Working from home has become the “New Normal” since March 2020, when COVID-19 forced employers to move employees out of physical offices for health and safety reasons. Now, states across the U.S. are slowly emerging from stay-at-home orders and businesses are looking to resume activities within both essential and non-essential business sectors.
But with this shift comes concern. Will returning to physical workspaces create a resurgence of the virus? According to global consultants at McKinsey, simply mapping out new cleaning schedules and adjusting workspaces and walking paths to allow for social distancing may not be enough to provide a safe and healthy workspace. A McKinsey COVID-19 briefing note suggests organizations ramp up their skills in analytics to help manage the complex problem-solving and data crunching that creating a safe and healthy workspace may require.
But using analytics technology to manage health and safety risks has not been a regular part of most human resources, financial, legal or management team roles in the past. It’s less tangible than guidelines set by OSHA and the application of worker’s compensation is murky at best, according to the National Council on Compensation Insurance (NCCI). A glimmer of hope may come in the form of new software solutions, leveraging critical pieces of data, automation and analytics that can alert to increased risk of COVID-19 for employees and businesses.
The Challenge of Data
Employees returning to work outside their home have an increased risk of contracting coronavirus. There’s simply no way to avoid exposure without complete isolation. Since isolation is incompatible with the infrastructure of returning to work, we must find a way to make the risk more manageable. One way to do this is through the collection and analysis of data as it relates to risk.
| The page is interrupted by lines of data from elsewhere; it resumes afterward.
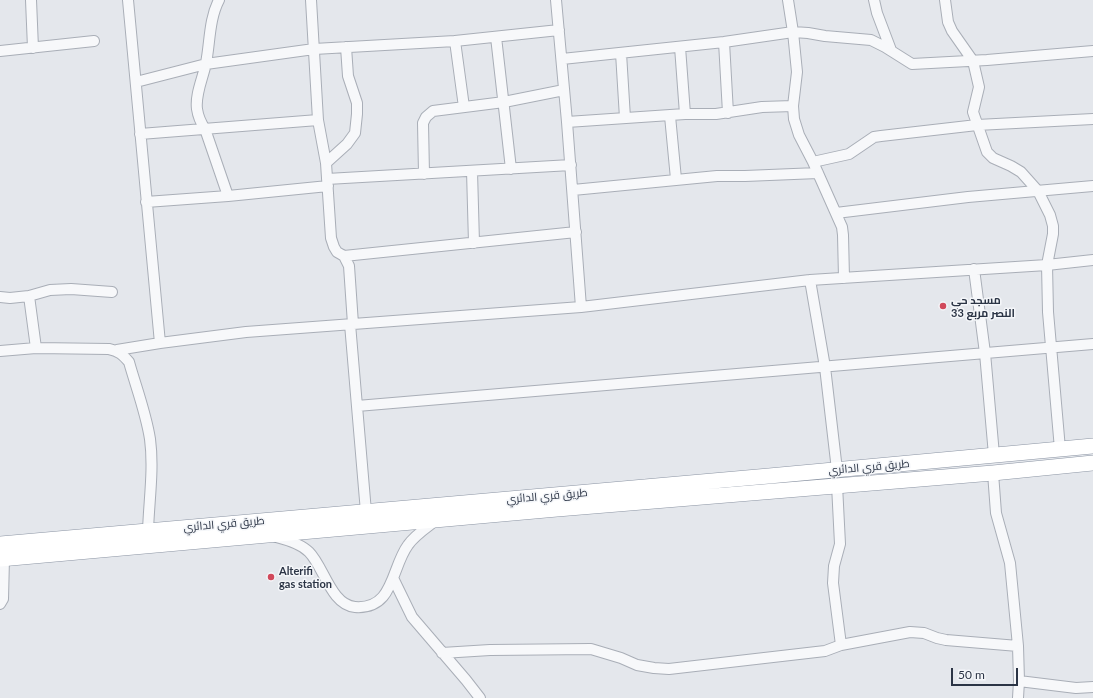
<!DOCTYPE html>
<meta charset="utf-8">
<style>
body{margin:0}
#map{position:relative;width:1093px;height:698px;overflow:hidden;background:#e4e7ec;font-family:Lato,sans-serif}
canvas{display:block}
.scale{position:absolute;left:951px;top:668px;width:67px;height:18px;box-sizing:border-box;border:2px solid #2b3445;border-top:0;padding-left:5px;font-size:12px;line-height:14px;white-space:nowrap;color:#2b3445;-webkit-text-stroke:3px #f4f6f9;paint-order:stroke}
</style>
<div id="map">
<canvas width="1093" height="698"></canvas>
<div class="scale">50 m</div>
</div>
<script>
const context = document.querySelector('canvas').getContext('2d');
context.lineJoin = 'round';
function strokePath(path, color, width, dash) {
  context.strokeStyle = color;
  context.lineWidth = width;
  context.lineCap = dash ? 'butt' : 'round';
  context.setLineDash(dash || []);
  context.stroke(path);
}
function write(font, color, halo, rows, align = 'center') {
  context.font = font + ' Lato,Cairo,sans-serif';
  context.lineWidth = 3;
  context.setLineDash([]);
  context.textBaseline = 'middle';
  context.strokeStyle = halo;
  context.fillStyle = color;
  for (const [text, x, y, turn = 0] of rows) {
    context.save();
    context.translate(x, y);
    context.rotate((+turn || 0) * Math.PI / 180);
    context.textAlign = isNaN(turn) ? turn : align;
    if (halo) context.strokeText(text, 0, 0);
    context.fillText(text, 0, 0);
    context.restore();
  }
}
const minor = new Path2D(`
 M31,0L33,48
 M128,0L160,343
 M219,0C209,19 210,43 206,63C203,78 195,94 197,109C198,116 201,123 205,129L228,196
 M311,0L318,120L326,163L331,238L334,247L337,252L344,256L349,266L353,324
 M556,0L567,122L581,307
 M788,0L793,32L797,72L793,106L794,119L799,135L813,162L842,227L843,235L844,278
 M874,0L877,13L891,50
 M945,0L948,22L952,31L973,61L979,87L973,112L987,152L993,158L1011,166L1021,172L1038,191L1050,215L1053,226V234L1047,265L1048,312L1060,449
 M496,37L511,169
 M455,41L464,107
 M724,42L728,113
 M680,47L685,114
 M0,51L94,41
 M621,53L625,118
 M562,59L724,42L793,32L808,33L825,36L871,40L885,47L912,64L987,60L1093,51
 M136,82L206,64L314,49L455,41L559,30
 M670,116L676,179
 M567,122L685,114H716L762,107L793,106
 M140,134L318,120
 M813,162L849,154L874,137L881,136L977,125L1093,119
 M326,163L347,144L355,133L357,114V103L348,76L346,47
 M472,171L474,243
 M424,174L423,123L426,117L433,111L504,102L564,90
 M327,179L571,165
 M573,190L717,176H745L818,173
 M146,202L228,196L328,186
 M836,213L968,197L1093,186
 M344,256L576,232
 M974,269L985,353L994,455
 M810,280L825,367L837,470
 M29,296L36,348
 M0,297L10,298L29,296L50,290L71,289L112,292
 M350,324L366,512
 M117,350L160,343L246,332L581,307L810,280L1047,265L1093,260
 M0,351L36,348L109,349C119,351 123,355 129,362C136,387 146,413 150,439C154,469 149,500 148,531
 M357,406L1093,344
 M993,473L996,513L1010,563L1018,646L1019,681L1018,698
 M837,485L840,544L834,566L833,583L841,645
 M276,537C288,540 301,544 309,552C324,567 331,605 355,607C394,610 391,568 408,545C415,535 426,528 435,521
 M393,578L412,617L466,680L480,698
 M0,604L3,599L4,559
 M442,653L490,650L591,649L621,658L637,665L654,668L669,669L825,651L841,645L910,632L924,633L937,638L946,640L1018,646
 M1019,681L1076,688L1093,687`);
const highway = new Path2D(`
 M0,544L769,476L1093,446
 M0,559L557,509L993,473L1093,463`);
strokePath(minor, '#a9aeb7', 12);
strokePath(highway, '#8b94a3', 16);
strokePath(minor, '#f7f8fa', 10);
strokePath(highway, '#fff', 15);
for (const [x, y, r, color] of [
 [943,306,4,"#d1495b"],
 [271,577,4,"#d1495b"]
]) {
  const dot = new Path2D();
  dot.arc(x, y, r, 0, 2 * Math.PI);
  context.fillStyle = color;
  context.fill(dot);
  strokePath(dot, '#f4f6f9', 1.5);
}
write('bold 11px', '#2b3445', '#f4f6f9', [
 ["مسجد حي",951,300],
 ["النصر مربع 33",951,313],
 ["Alterifi",279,571],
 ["gas station",279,584]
], 'left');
write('11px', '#2b3445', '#f4f6f9', [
 ["طريق قري الدائري",869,467,-5],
 ["طريق قري الدائري",547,496,-5],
 ["طريق قري الدائري",224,524,-5]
]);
</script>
For example, employees can use an app on their phones to self-monitor their health and record any changes in temperature, COVID-like symptoms or general well-being. They can also self-monitor their interactions such as close contact with other individuals that later tested positive for coronavirus or indicated symptoms. In addition, technology such as Bluetooth and radio-frequency can monitor proximity information and locations using smartphones.
Aggregating data from all employees returning to physical areas allows us to gain a bigger picture of health and activity. The data begins to tell a story – it gives us a baseline for risk and allows us to identify if and when the risk level elevates.
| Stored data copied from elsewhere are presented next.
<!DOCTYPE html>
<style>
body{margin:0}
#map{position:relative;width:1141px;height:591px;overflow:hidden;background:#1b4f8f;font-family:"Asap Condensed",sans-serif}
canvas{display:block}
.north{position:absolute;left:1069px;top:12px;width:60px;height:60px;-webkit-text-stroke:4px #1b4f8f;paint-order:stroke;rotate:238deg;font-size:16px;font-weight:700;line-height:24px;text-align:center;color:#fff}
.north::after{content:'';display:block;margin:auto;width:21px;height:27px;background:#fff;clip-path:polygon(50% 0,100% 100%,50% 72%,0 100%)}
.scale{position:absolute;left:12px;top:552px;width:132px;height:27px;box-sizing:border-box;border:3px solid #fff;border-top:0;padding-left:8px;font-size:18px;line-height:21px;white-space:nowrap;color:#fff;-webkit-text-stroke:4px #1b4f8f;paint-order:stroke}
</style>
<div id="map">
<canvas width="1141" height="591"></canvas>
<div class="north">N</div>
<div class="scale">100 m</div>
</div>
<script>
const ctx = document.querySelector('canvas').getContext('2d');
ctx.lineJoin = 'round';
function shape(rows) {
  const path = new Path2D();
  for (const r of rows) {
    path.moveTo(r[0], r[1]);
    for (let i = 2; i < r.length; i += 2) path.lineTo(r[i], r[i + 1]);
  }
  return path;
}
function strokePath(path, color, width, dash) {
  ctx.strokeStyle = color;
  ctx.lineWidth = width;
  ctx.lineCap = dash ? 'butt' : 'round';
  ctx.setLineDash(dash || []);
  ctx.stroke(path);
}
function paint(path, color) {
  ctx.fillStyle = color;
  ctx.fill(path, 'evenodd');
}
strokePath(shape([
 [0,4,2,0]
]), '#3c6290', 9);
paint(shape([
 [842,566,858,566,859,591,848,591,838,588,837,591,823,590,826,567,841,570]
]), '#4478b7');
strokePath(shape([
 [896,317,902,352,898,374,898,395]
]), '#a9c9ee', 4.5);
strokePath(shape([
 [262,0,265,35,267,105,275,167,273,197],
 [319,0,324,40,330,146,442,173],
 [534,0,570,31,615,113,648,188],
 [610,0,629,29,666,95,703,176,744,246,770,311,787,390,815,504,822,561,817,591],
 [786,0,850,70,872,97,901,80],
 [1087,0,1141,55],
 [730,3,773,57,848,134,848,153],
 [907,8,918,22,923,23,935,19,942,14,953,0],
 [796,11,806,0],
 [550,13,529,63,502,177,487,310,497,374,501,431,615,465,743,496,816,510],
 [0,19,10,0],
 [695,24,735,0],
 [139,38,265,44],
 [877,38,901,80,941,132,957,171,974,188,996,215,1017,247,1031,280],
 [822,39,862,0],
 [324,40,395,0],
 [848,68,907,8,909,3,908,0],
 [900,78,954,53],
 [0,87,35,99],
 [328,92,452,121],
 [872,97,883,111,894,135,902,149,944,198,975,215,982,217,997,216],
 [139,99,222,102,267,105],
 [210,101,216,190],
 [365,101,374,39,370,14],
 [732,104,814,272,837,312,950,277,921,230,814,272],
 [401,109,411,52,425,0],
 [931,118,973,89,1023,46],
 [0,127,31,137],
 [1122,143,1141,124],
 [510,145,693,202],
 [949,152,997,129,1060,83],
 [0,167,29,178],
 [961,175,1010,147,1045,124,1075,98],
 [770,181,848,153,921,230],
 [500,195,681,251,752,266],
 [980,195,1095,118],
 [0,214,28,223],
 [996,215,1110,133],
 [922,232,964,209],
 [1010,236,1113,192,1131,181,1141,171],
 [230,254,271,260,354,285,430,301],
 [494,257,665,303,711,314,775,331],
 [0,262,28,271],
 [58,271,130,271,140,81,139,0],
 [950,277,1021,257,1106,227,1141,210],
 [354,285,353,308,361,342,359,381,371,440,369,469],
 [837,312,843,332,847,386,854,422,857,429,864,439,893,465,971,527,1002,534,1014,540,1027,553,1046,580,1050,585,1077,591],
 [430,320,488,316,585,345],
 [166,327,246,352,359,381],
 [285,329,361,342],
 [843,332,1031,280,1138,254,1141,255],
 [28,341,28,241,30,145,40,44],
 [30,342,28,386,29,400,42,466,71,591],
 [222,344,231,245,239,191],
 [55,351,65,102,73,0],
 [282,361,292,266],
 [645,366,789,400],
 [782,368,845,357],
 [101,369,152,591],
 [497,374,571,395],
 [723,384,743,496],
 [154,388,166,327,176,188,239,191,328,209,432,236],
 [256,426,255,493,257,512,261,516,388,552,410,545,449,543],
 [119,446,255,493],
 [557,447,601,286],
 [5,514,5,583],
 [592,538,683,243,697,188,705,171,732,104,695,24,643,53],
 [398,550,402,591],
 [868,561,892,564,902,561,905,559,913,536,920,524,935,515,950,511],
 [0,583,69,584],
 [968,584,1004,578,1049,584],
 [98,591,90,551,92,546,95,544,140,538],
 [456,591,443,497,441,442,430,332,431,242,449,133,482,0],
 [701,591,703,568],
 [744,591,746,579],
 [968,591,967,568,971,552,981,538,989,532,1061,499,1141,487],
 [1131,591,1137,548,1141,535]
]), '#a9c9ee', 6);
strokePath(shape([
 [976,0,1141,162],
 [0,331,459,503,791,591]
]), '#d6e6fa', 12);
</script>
One challenge though, is collecting and analyzing these large volumes of data in a way that creates useful insights. Another challenge is accomplishing it in a way that supports data privacy for employees and their information.
One path to a solution that manages collective employee data, safeguards privacy and alerts to risk factors is to leverage AI and machine learning-driven technology. Since the pandemic, enterprise SaaS platforms have begun to emerge that provide location and proximity monitoring, contact tracing advanced privacy and notifications of risk. Combined with an employee mobile app, this type of solution enables full enterprise risk management.
It’s important to note that these are different from large-scale government contact tracing programs or apps. Unlike those broad solutions, business-focused risk mitigation solutions are designed to be used within a business with one or more locations and are restricted to employees or third parties who opt-in. Similarly, contact tracing and location data can be limited to areas within the office, campus, manufacturing facility, cafeteria or other workplace locations, ensuring that locations visited outside of work are not tracked.
An effective approach to creating a risk assessment dashboard must use anonymized and secured employee data. A platform or dashboard should not collect and store data in a centralized database. Instead, contact tracing data should remain with the employee on their device, unless the employee explicitly shares the data with the employer. This allows for collection of important data but safeguards employee privacy.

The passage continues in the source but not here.